Enthusiastic people on forums or IRC are hardly the people who you can
count on to actually commit to becoming package maintainers, let alone
people you can by default trust with actually verifying whether or not a
package is safe. I would expect 90%+ of the people currently up in arms
about this and ready to change the world for the better to forget about
it in a week or two once they get bored of using LLMs to produce the
100th "PKGBUILD checker AI tool" this week.
I feel like a massive effort to turn AUR into something it isn't (a
repository with human reviews maintained by trusted maintainers) is just
something that makes it prone to getting a clogged up review queue,
becoming inaccessible to new contributors and outdated if people can't
"easily" take over packages that have been abandoned, especially with
the rules regarding duplicate submissions.

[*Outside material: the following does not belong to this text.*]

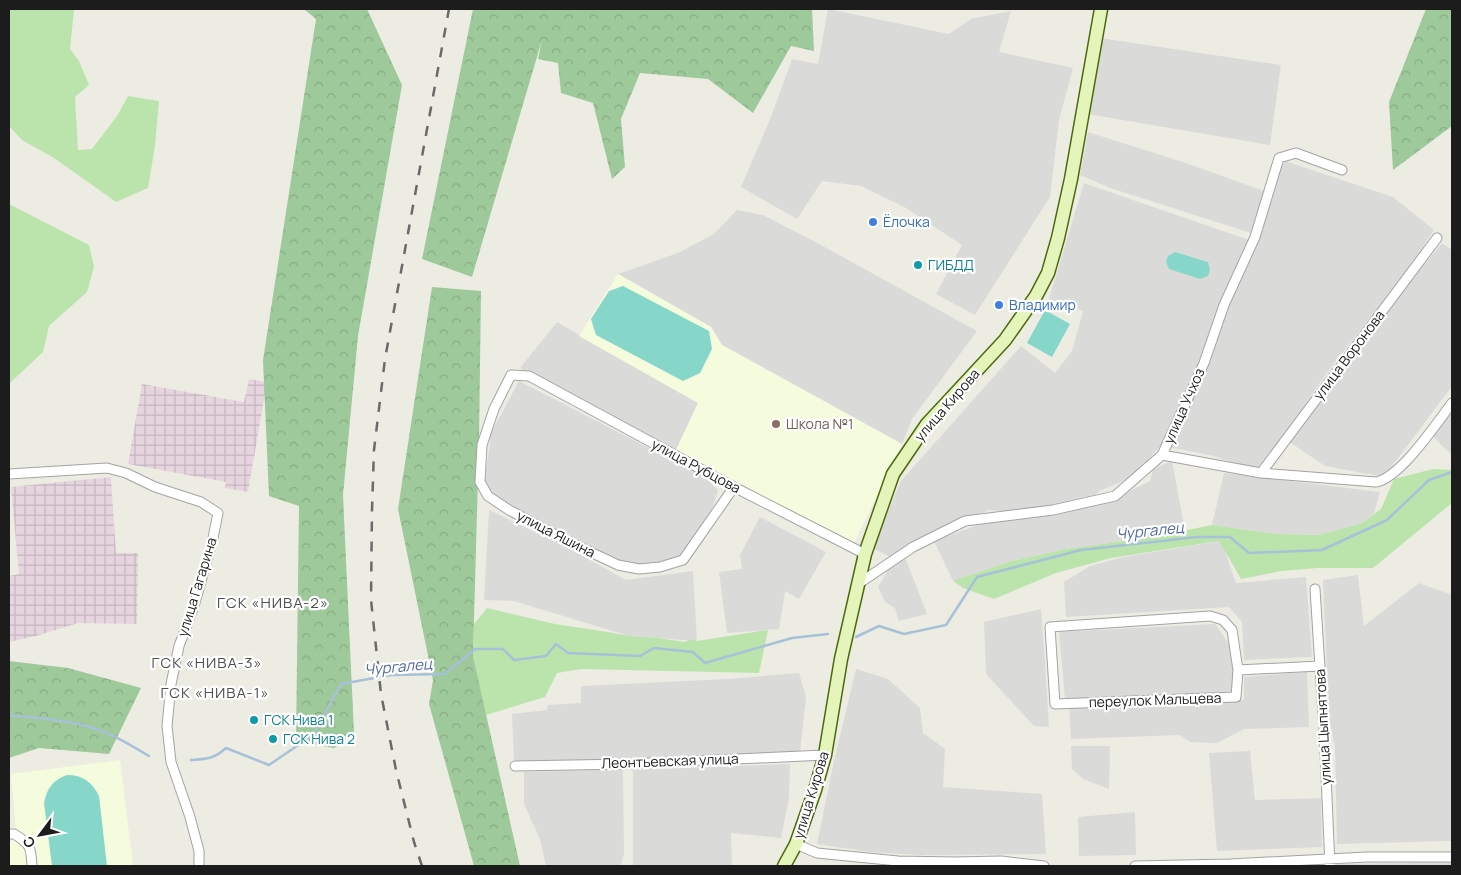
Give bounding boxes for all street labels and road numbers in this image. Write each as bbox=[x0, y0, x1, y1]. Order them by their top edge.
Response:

If people want a proper human reviewed PKGBUILD or package repository
for things unavailable in extra for one reason or another they should
look to create one for that purpose (think RPMFusion) rather than trying
to repurpose AUR for that goal. At least that way whatever group of
volunteers that wants to take up such a review effort can scale up their
repository and work according to their capacity rather than hoping they
have the capacity of moderating the entire AUR.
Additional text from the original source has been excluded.